Time Keeps on Ticking

If I said I was worried, I’d be lying. I’m petrified.

Christmas around my Mum’s house is a feeding extravaganza.

1. Prawn Cocktail: shrimp, served on a bed of lettuce, chopped tomatoes and cucumber served with a helping of Thousand Island Dressing.
2. Homemade Lentil Soup: made with a ham hough, cooked in a pressure cooker and served with fresh crusty French bread.
3. Turkey, gravy, cranberry sauce, two veg, roast potatoes, mash potatoes, chipolata sausages wrapped in bacon and a big helping of stuffing.
4. Trifle.
5. Black Forest Gateau or a Pavlova of some sort.
6. After Eight Mints.
7. Crackers and Cheese.
8. Death by Consumption.

You could say it’s a lot like Thanksgiving here. Thanksgiving at my MIL’s is very similar: a huge Turkey dinner with all the trimmings, sides galore and more food than people. Consequently, a combined contribution between both of them could feed a small African country.

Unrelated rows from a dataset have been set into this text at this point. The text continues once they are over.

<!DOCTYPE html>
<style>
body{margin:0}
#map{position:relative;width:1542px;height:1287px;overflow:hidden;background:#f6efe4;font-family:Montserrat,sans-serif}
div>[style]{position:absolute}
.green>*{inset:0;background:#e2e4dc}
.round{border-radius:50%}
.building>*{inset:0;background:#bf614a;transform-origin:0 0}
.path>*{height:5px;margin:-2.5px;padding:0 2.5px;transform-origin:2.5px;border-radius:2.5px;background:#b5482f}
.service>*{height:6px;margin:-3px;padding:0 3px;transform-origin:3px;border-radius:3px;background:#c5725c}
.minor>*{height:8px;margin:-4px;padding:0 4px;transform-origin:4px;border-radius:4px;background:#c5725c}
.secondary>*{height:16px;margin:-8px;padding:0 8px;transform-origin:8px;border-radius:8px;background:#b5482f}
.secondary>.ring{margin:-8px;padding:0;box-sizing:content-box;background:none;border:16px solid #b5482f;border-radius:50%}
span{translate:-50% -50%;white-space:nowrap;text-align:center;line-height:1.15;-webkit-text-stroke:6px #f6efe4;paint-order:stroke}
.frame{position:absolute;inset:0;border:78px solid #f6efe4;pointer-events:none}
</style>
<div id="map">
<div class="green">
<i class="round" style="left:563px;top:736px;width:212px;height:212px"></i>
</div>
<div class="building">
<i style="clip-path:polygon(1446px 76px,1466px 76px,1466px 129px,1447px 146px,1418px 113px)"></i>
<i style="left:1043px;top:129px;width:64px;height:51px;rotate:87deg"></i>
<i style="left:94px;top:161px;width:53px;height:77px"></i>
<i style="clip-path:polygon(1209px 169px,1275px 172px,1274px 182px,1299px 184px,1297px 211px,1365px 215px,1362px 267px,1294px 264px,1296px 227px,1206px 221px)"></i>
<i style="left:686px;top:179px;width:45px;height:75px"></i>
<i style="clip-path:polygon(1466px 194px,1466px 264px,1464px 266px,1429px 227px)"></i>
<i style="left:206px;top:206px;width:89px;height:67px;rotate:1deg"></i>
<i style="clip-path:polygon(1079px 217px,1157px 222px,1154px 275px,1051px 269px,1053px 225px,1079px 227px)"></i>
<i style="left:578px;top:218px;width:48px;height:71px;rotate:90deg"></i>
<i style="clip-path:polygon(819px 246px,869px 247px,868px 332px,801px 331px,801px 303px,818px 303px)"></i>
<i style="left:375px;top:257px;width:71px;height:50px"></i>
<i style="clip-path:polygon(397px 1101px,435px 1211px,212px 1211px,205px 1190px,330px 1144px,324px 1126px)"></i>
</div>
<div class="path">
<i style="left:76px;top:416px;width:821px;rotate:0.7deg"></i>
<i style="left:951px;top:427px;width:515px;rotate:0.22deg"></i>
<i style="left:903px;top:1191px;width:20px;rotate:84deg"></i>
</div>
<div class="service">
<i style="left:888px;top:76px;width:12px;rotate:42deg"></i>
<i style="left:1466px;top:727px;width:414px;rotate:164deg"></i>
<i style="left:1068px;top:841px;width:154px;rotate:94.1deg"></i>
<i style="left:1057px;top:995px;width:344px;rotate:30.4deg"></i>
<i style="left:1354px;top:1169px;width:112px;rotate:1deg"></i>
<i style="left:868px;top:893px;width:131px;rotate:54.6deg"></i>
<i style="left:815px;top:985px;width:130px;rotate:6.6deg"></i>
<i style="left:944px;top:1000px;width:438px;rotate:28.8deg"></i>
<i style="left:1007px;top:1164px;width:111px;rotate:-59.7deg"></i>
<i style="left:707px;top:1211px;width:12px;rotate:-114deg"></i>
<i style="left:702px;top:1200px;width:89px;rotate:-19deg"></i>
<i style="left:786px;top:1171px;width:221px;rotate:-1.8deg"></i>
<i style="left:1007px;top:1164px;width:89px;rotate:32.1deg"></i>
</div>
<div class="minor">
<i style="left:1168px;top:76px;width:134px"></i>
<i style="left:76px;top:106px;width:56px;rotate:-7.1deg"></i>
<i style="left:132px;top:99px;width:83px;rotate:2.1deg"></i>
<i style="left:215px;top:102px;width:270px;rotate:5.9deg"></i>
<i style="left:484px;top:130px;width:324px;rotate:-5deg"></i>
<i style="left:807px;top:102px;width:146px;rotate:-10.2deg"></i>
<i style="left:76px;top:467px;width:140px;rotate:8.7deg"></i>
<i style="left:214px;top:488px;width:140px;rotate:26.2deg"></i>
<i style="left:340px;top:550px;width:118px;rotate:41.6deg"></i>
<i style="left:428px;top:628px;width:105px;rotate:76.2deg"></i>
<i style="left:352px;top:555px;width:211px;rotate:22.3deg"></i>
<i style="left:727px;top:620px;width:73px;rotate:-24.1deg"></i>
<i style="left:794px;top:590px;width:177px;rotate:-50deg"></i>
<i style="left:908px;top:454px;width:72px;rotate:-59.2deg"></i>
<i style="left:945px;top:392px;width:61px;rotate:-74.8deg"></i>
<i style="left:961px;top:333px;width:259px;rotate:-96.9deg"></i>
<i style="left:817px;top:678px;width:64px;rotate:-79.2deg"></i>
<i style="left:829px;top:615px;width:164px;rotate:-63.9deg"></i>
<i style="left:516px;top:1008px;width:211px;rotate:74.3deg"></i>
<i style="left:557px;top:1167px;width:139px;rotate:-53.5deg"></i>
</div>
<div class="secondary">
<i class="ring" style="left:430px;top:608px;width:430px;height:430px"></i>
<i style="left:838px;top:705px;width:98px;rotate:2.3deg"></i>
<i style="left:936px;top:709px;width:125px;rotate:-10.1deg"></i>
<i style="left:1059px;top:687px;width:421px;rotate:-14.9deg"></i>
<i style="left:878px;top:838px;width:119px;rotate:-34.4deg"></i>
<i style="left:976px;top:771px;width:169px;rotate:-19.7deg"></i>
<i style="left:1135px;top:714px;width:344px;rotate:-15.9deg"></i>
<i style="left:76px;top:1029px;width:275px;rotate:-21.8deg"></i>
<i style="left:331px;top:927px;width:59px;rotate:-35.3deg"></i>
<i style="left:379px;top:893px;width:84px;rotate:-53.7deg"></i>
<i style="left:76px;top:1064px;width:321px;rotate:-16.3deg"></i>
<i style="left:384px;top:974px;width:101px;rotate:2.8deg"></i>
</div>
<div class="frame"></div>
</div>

Here is my dilemma: I have never cooked Thanksgiving dinner. Ever. Thanksgiving is not a holiday that we have in the UK. We go from Hallowe’en straight to Christmas. Stores put their Christmas decorations up mid-October and Christmas jobs begin around the same time. This is my eleventh Thankgiving and the very first one we are spending as a family, but with no other family around. You may recall we returned to Utah last year to celebrate with Bryan’s family, and on the return journey, spun off the road and lived through a small nightmare. We decided against that this year (especially with the baby) and have opted to stay put this holiday season. So, with that brings the pressure of cooking a Thanksgiving dinner.

Now, I am no stranger to cooking, in fact, I am a total foodie. My cookbook collection expanded by seven books just this year alone. What scares me is the food sychronisation, timing, if you will. I’m totally intimidated by a clock.

I have one week to get my act together.